To receive the full debt relief eligible under HIPC, however, a country must continue to perform well under reform programmes, which include moves towards macroeconomic stability and poverty reduction. A country that meets these criteria reaches the completion point, and is eligible for the full debt relief decided upon at the decision point.

In the run-up to the Millennium, slow progress of debt relief led to the development of a substantial international movement called Jubilee 2000. The campaign, made up of a variety of charities, pressure groups and organisations, caught the public interest across the UK. At the 1998 G8 summit in Birmingham, 70,000 people formed a human chain around the convention centre, and across the world 24 million people signed a petition calling for all debt to be written off by the year 2000.

In the UK, the government pledged to write off all bilateral debt acquired up to the end of 1999, to countries that completed the HIPC initiative. Chancellor Gordon Brown also promised that debt repayments from HIPC countries that had not completed the initiative – because of conflict, for example – would be held in a trust until they could be returned to poverty reduction programmes.

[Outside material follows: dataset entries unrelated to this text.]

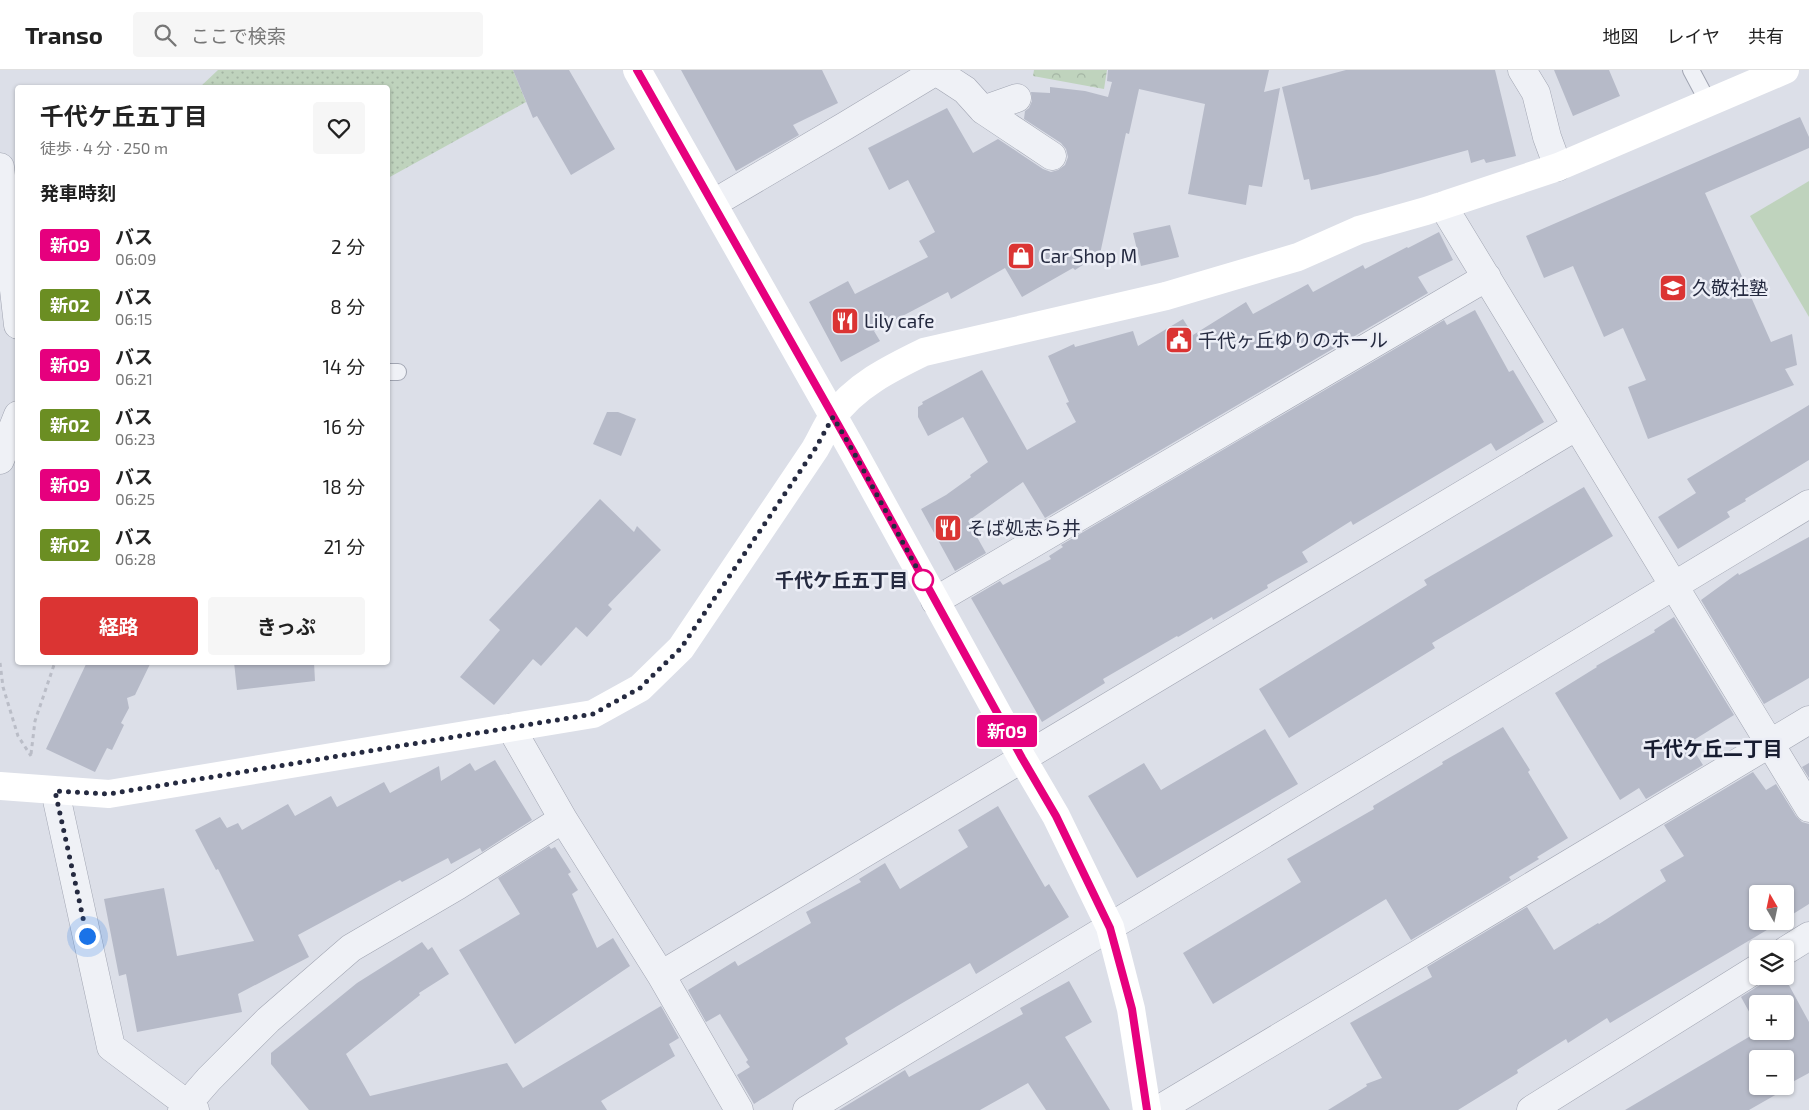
<!DOCTYPE html>
<html lang="ja">
<meta charset="utf-8">
<style>
body{margin:0;font-family:"Exo 2","Noto Sans JP",sans-serif;background:#f6f6f6;color:#222;height:100vh;display:flex;flex-direction:column;font-size:19px;white-space:nowrap}
*{box-sizing:border-box;margin:0}
p{font-size:16px;color:#767676}
.icon{flex:none;width:28px;height:28px;fill:none;stroke:currentColor;stroke-width:2;stroke-linecap:round;stroke-linejoin:round}
.map{position:relative;flex:1;overflow:hidden}
.panel{position:absolute;left:15px;top:15px;width:375px;height:580px;display:flex;flex-direction:column;background:#fff;border-radius:5px;box-shadow:0 1px 4px #0004}
.panel>*{flex:none}
.badge{padding:0 10px;border-radius:4px;font-size:18px;line-height:32px}
.needle{width:32px;rotate:351deg}
.controls{position:absolute;left:1749px;top:815px;display:grid;gap:10px}
.controls a{display:grid;place-items:center;width:45px;height:45px;border-radius:5px;background:#fff;box-shadow:0 1px 4px #0004;font-size:25px}
.you{position:absolute;width:25px;height:25px;margin:-12px;border:4px solid #fff;border-radius:50%;background:#1a73e8;box-shadow:0 0 0 8px #1a73e833}
.map>.badge{position:absolute;translate:-50% -50%;box-shadow:0 0 0 2px #fff}
h2{padding:0 25px;font-size:19px;line-height:45px}
.round{display:grid;place-items:center;flex:none;width:52px;height:52px;border-radius:5px;background:#f6f6f6}
.overview{display:flex;align-items:center;justify-content:space-between;height:85px;padding:0 25px}
h1{font-size:24px;font-weight:700;line-height:38px}
.action{display:flex;gap:10px;margin-top:auto;padding:10px 25px}
.action a{flex:1;height:58px;border-radius:5px;background:#db3433;color:#fff;font-size:20px;font-weight:700;line-height:58px;text-align:center}
.action a+a{background:#f6f6f6;color:#222}
ul{padding:0;list-style:none}
li{display:flex;align-items:center;gap:15px;height:60px;padding:0 25px}
li div{flex:1}
li b{display:block;font-size:19px}
li em{font-style:normal}
li .badge{min-width:55px;font-weight:700;text-align:center}
header{display:flex;align-items:center;gap:30px;box-sizing:border-box;height:70px;padding:0 25px;background:#fff;border-bottom:1px solid #e0e0e0}
header strong{font-size:24px}
nav{display:flex;gap:28px;margin-inline-start:auto;font-size:18px}
.search{width:350px;height:45px;background:#f6f6f6;display:flex;align-items:center;gap:12px;box-sizing:border-box;padding:0 18px;border-radius:5px;color:#767676;font-size:19px}
.map>svg:first-child{display:block}
.grass{fill:url(#grass-dots)}
.park{fill:url(#park-crowns)}
.garden{fill:#bfd3bd}
.building{fill:#b6bac8}
.lines{fill:none;stroke-linecap:round;stroke-linejoin:round}
.lane-casing{stroke:#a1a5b2;stroke-width:18}
.street-casing{stroke:#a1a5b2;stroke-width:29}
.path{stroke:#babdc7;stroke-width:3;stroke-dasharray:4 4;stroke-linecap:butt}
.lane{stroke:#eff1f6;stroke-width:16}
.street{stroke:#eff1f6;stroke-width:28}
.secondary{stroke:#fff;stroke-width:28}
.line-casing{stroke:#fff;stroke-width:11}
.line{stroke:#e6007e;stroke-width:8}
.walk{stroke:#252a40;stroke-width:5;stroke-dasharray:0 9}
.stop-dot{fill:#fff;stroke:#e6007e;stroke-width:2.5}
.labels{text-anchor:middle;stroke-width:5;stroke-linejoin:round;paint-order:stroke}
.poi-label{font-size:19px;fill:#252a40;stroke:#eceef6;text-anchor:start}
.stop-label{font-size:19px;font-weight:bold;fill:#252a40;stroke:#eceef6;text-anchor:end}
.neighbourhood-label{font-size:20px;font-weight:bold;fill:#171c30;stroke:#eceef6}
</style>
<header>
<strong>Transo</strong>
<div class="search"><svg class="icon" aria-label="search" viewBox="0 0 24 24"><circle cx="10" cy="10" r="6"/><path d="M15 15l6 6"/></svg>ここで検索</div>
<nav><a>地図</a><a>レイヤ</a><a>共有</a></nav>
</header>
<div class="map">
<svg width="1809" height="1040" viewBox="0 0 1809 1040">
<defs>
<pattern id="grass-dots" width="8" height="8" patternUnits="userSpaceOnUse" patternTransform="scale(1.25)"><rect width="8" height="8" fill="#bfd3bd"/><path d="M2 2h.1M6 6h.1" fill="none" stroke="#a4b5a4" stroke-width="1.8" stroke-linecap="round"/></pattern>
<pattern id="park-crowns" width="20" height="18" patternUnits="userSpaceOnUse" patternTransform="scale(1.25)"><rect width="20" height="18" fill="#bfd3bd"/><path d="M2 6a3 3 0 1 1 6 0M12 15a3 3 0 1 1 6 0" fill="none" stroke="#a4b5a4"/></pattern>
</defs>
<rect width="100%" height="100%" fill="#dcdfe8"/>
<path class="grass" d="M218 0H513L526 32 388 108V18L200 17Z"/>
<path class="park" d="M1034 0H1107L1104 19 1033 6Z"/>
<path class="garden" d="M1809 111V247L1750 146Z"/>
<path class="building" d="M513 0H569L615 79 571 105 537 46 533 48Z
M681 0H822L838 33 793 55 799 65 736 101Z
M1108 0H1269L1264 22 1280 18 1262 117 1249 115 1246 135 1188 124 1205 34 1139 19 1129 64 1126 63 1100 184 1075 200 1073 198 1022 227 1005 198 951 229 948 222 874 261 880 271 841 292 809 232 848 211 855 224 928 187 919 171 935 162 908 110 889 120 868 78 947 38 973 83 998 69 1043 99 1051 102 1058 100 1065 95 1068 87 1066 79 1061 73 1024 49 1025 41 1029 38 1032 31 1031 22 1050 23V17L1085 21 1108 27 1112 12 1107 11Z
M1346 0H1495L1516 86 1486 93 1484 89 1471 93 1468 80 1377 105 1311 120 1309 109 1304 110 1282 17Z
M1554 0H1609L1620 26 1573 46Z
M1800 47 1809 67V78L1705 123 1771 272 1792 264 1797 295 1785 299 1794 315 1648 369 1628 317 1646 310 1623 258 1604 267 1573 196 1544 208 1526 166Z
M1170 155 1179 187 1141 196 1133 163Z
M1439 162 1453 190 1418 207 1428 223 1045 448 1023 412 968 451 986 483 955 501 921 439 946 425 971 407 970 405 988 392 963 347 928 366 918 347V337L923 334 922 332 982 300 1027 380 1076 352 1066 333 1069 332 1048 286 1074 274 1075 277 1133 261 1138 276 1183 249 1193 265 1246 232 1253 244 1308 214 1313 222 1363 195 1365 199 1407 177 1408 178Z
M1475 240 1509 302 1513 300 1544 352 1496 381 1491 373 1353 455 1351 451 1302 482 1308 492 1267 515 1268 518 1213 550 1212 547 1178 567 1177 566 1103 609 1105 613 1042 652 971 528 1000 511 1003 515 1051 489 1049 486 1063 477 1061 475 1444 250 1447 255Z
M1809 335V390L1745 429 1746 431 1727 442 1730 447 1678 479 1658 447 1696 423 1687 409Z
M607 342H618L636 349 621 386 593 374Z
M1584 417 1613 466 1432 573 1435 578 1289 668 1259 619 1427 515 1424 510Z
M600 429 634 462 637 456 661 480 608 535 612 539 587 567 576 557 541 596 533 589 494 635 460 607 500 560 489 550Z
M1809 467V608L1764 634 1701 530 1738 503 1739 505Z
M1674 547 1734 645 1689 673 1703 695 1646 729 1639 718 1620 730 1555 623 1597 597 1596 596 1655 562 1654 560Z
M87 592H151L135 625 127 628 129 638 121 653 124 655 112 680 107 678 95 702 46 679Z
M234 592H314L315 611 237 620Z
M1503 657 1530 700 1528 702 1568 768 1537 787 1539 789 1509 807 1511 810 1411 870 1386 829 1213 934 1183 883 1301 812 1287 789 1374 739 1373 736 1443 694 1442 692Z
M1265 659 1298 714 1137 808 1088 726 1144 693 1161 720Z
M495 690 532 750 482 782 480 778 451 794 448 788 402 812 400 810 298 865 309 887 238 924 242 942 137 962 126 904 119 906 104 829 164 818 177 886 254 871 218 799 216 800 195 760 220 747 227 758 238 753 242 760 288 734 295 746 331 726 337 737 384 712 390 723 439 696 441 711 470 693 475 701Z
M1809 693V708L1802 697Z
M1753 702 1766 720 1776 714 1796 746 1802 752 1809 754V834L1785 849V824H1758V851H1782L1610 953 1607 948 1568 973 1566 969 1517 1000 1518 1003 1458 1040H1328L1367 1016 1366 1014 1382 1008 1350 953 1432 907 1427 897 1527 837 1554 880 1598 853 1599 854 1666 811 1660 800 1684 786 1664 755Z
M998 736 1045 817 1049 814 1069 847 976 904 970 893 899 935 845 968 848 974 754 1034 737 1005 750 997 746 992 748 990 720 944 706 952 688 920 735 891 738 896 811 853 806 842 861 812 859 809 885 793 900 819 968 777 958 760Z
M549 776 551 779 555 777 571 802 568 804 578 820 572 824 597 878 613 868 630 896 515 974 459 880 520 844 498 808Z
M422 872 428 880 432 877 449 904 419 923 420 925 346 984 370 1026 507 993 523 1018 661 936 679 968 669 974 675 986 601 1031 607 1040H309L271 994V983L357 913Z
M1771 906H1784L1809 952V1003L1785 1016V989H1758V1016H1784L1775 1021 1777 1024 1749 1040H1625L1759 961H1785V934H1758V958L1741 927 1766 911Z
M1069 911 1092 952 1065 967 1110 1040H1046L1028 1013 980 1040H839L905 1000 909 1007 1023 944 1020 938Z"/>
<g class="lines">
<g class="lane-casing">
<path id="lane" d="M1691 0 1708 32
M388 302H398"/>
</g>
<g class="street-casing">
<path id="street" d="M1522 0 1536 23 1547 67 1558 97
M983 40 1052 86
M0 97 18 255
M714 133 845 56 936 1 965 20 983 40 1017 28
M1443 136 1809 738
M0 390 18 345
M935 531 1487 207
M511 658 563 749 661 905 739 1040
M55 721 111 977 195 1040
M1785 881 1809 866
M661 905 1577 356
M182 1040 209 1009 268 950 351 878 457 816 563 749
M807 1040 1809 434
M1158 1040 1809 650
M1531 1040 1758 898"/>
</g>
<path class="path" d="M0 593 3 617 18 666 31 686
M31 684 35 651 55 592"/>
<use href="#lane" class="lane"/>
<use href="#street" class="street"/>
<path class="secondary" d="M637 0 853 381 1022 688 1056 746 1110 857 1131 939 1147 1040
M0 716 109 724 593 644 640 618 681 578 815 379C821 369 826 357 832 348 854 316 891 298 924 282L1166 226 1298 187 1359 160 1426 141 1558 97 1785 0"/>
</g>
<g class="lines">
<g class="line-casing">
<path id="line" d="M637 0 853 381 1022 688 1056 746 1110 858 1132 939 1147 1040"/>
</g>
<use href="#line" class="line"/>
<path class="walk" d="M87 866 55 721 109 724 593 644 640 618 681 578 815 379 833 347 853 381 926 515 923 510"/>
</g>
<defs>
<g id="shop-square" transform="scale(1.4375)"><rect x="-9" y="-9" width="18" height="18" rx="4" fill="#db3433" stroke="#eceef6"/><path d="M-5-2.5h2.3a2.7 3.5 0 0 1 5.4 0H5L5.5 6h-11ZM-1.5-2.5h3a1.5 2.3 0 0 0-3 0Z" fill="#fff"/></g>
<g id="university-square" transform="scale(1.4375)"><rect x="-9" y="-9" width="18" height="18" rx="4" fill="#db3433" stroke="#eceef6"/><path d="M0-5L7-2L0 1L-7-2ZM-4 1L0 2.5L4 1V4Q0 6-4 4Z" fill="#fff"/></g>
<g id="restaurant-square" transform="scale(1.4375)"><rect x="-9" y="-9" width="18" height="18" rx="4" fill="#db3433" stroke="#eceef6"/><path d="M-5-6h1v4h1v-4h1v4h1v-4h1v5L-1.5 .5V6h-2V.5L-5-1ZM5-6V6H3V1.5H1.5Q1.5-4 5-6Z" fill="#fff"/></g>
<g id="civic-square" transform="scale(1.4375)"><rect x="-9" y="-9" width="18" height="18" rx="4" fill="#db3433" stroke="#eceef6"/><path d="M-.6-6.5H3V-4.5H.6V-3L4-1V1h2V6H-6V1h2V-1L-.6-3ZM-1.2 2.5V6h2.4V2.5Z" fill="#fff"/></g>
</defs>
<g fill-rule="evenodd">
<use href="#shop-square" x="1021" y="186"/>
<use href="#university-square" x="1673" y="218"/>
<use href="#restaurant-square" x="845" y="251"/>
<use href="#civic-square" x="1179" y="270"/>
<use href="#restaurant-square" x="948" y="458"/>
</g>
<circle class="stop-dot" cx="923" cy="510" r="10"/>
<g class="labels">
<g class="poi-label">
<text x="1040" y="193">Car Shop M</text>
<text x="1692" y="225">久敬社塾</text>
<text x="864" y="258">Lily cafe</text>
<text x="1198" y="277">千代ヶ丘ゆりのホール</text>
<text x="967" y="465">そば処志ら井</text>
</g>
<g class="stop-label">
<text x="908" y="517">千代ケ丘五丁目</text>
</g>
<g class="neighbourhood-label">
<text x="1713" y="686">千代ケ丘二丁目</text>
</g>
</g>
</svg>
<div class="controls">
<a><svg class="needle" viewBox="-14 -14 28 28"><path d="M0-13l5 13h-10z" fill="#e53935"/><path d="M0 13l5-13h-10z" fill="#767676"/></svg></a>
<a><svg class="icon" aria-label="layers" viewBox="0 0 24 24"><path d="M12 4l9 5-9 5-9-5zM3 14l9 5 9-5"/></svg></a>
<a>+</a>
<a>−</a>
</div>
<div class="you" style="left:87px;top:866px"></div>
<b class="badge" style="left:1007px;top:661px;background:#e6007e;color:#fff">新09</b>
<section class="panel">
<div class="overview"><div><h1>千代ケ丘五丁目</h1><p>徒歩 · 4 分 · 250 m</p></div><a class="round"><svg class="icon" aria-label="heart" viewBox="0 0 24 24"><path d="M12 20l-8-8c-3-5 5-10 8-4 3-6 11-1 8 4z"/></svg></a></div>
<h2>発車時刻</h2>
<ul>
<li><span class="badge" style="background:#e6007e;color:#fff">新09</span><div><b>バス</b><p>06:09</p></div><em>2 分</em></li>
<li><span class="badge" style="background:#6b8e23;color:#fff">新02</span><div><b>バス</b><p>06:15</p></div><em>8 分</em></li>
<li><span class="badge" style="background:#e6007e;color:#fff">新09</span><div><b>バス</b><p>06:21</p></div><em>14 分</em></li>
<li><span class="badge" style="background:#6b8e23;color:#fff">新02</span><div><b>バス</b><p>06:23</p></div><em>16 分</em></li>
<li><span class="badge" style="background:#e6007e;color:#fff">新09</span><div><b>バス</b><p>06:25</p></div><em>18 分</em></li>
<li><span class="badge" style="background:#6b8e23;color:#fff">新02</span><div><b>バス</b><p>06:28</p></div><em>21 分</em></li>
</ul>
<div class="action"><a>経路</a><a>きっぷ</a></div>
</section>
</div>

Nonetheless, the campaign was not an overall success, with governments the world over writing off only about 30 per cent of aggregate repayments in response to its calls.

However, at the G8 summit in July 2005, at Gleneagles in Scotland, eight world leaders and the EU Commission president agreed to cancel 100 per cent of the debt of the HIPC’s poorest countries. At the meeting, which was accompanied by a worldwide movement, Make Poverty History, they agreed that participating G8 countries would assume all debts owed to the World Bank and the African Development Bank while “existing IMF resources” would cover debts to the IMF.

The Multilateral Debt Relief Initiative (MDRI) was adopted by the IMF in late 2005; this put into action the 100 per cent debt relief proposal initially advanced by the G-8. On January 6, 2006, the IMF delivered MDRI debt relief – amounting to US$3.4 billion – to an initial group of 19 countries.

All countries that reach the completion point under the enhanced HIPC initiative are eligible for the MDRI. Also, to comply with the IMF requirement that the institution’s resources be used in an evenhanded manner across its membership, the IMF Executive Board agreed that all member countries (including non-HIPCs) at or below the per capita annual income threshold of US$380 should also be eligible.

In addition to participating in the Multilateral Debt Relief Initiative, the UK put in place its own initiative –the UK Multilateral Debt Relief Initiative – to assist with debt service payments to poor countries not eligible for debt relief under the MDRI.


Debt in developing countries is singled out as a principal cause of poverty, causing human suffering and misery and hampering economic development.

Anti-debt campaigners typically blame Western governments and financial institutions for creating the debt crisis, through irresponsible lending and by turning a blind eye to the suffering and economic damage it caused. They also point to the illogical situation of Western governments providing aid to developing countries with one hand, while extracting debt interest payments from them with the other.

However, there are concerns that debt relief sets a disturbing precedent in relation to the security of financial obligations – it could deter creditors from giving out loans to developing countries in the future.

It has also been acknowledged that the standards of governance in many of the poorest countries are extremely low: many loans that could have helped to expand productive capacity were siphoned off by corrupt officials or spent on inappropriate projects.


“Debt burdens were already taking much-needed money away from healthcare and social protection before the Covid-19 crisis hit, and the situation is rapidly deteriorating. Debt payments for poor countries are at the highest level in 20 years. We need urgent action to cancel payments, to reduce debt to a sustainable level, and to rein in irresponsible lending to stop debt crises coming back to haunt us every decade.” – Sarah-Jayne Clifton, Director of the Jubilee Debt Campaign.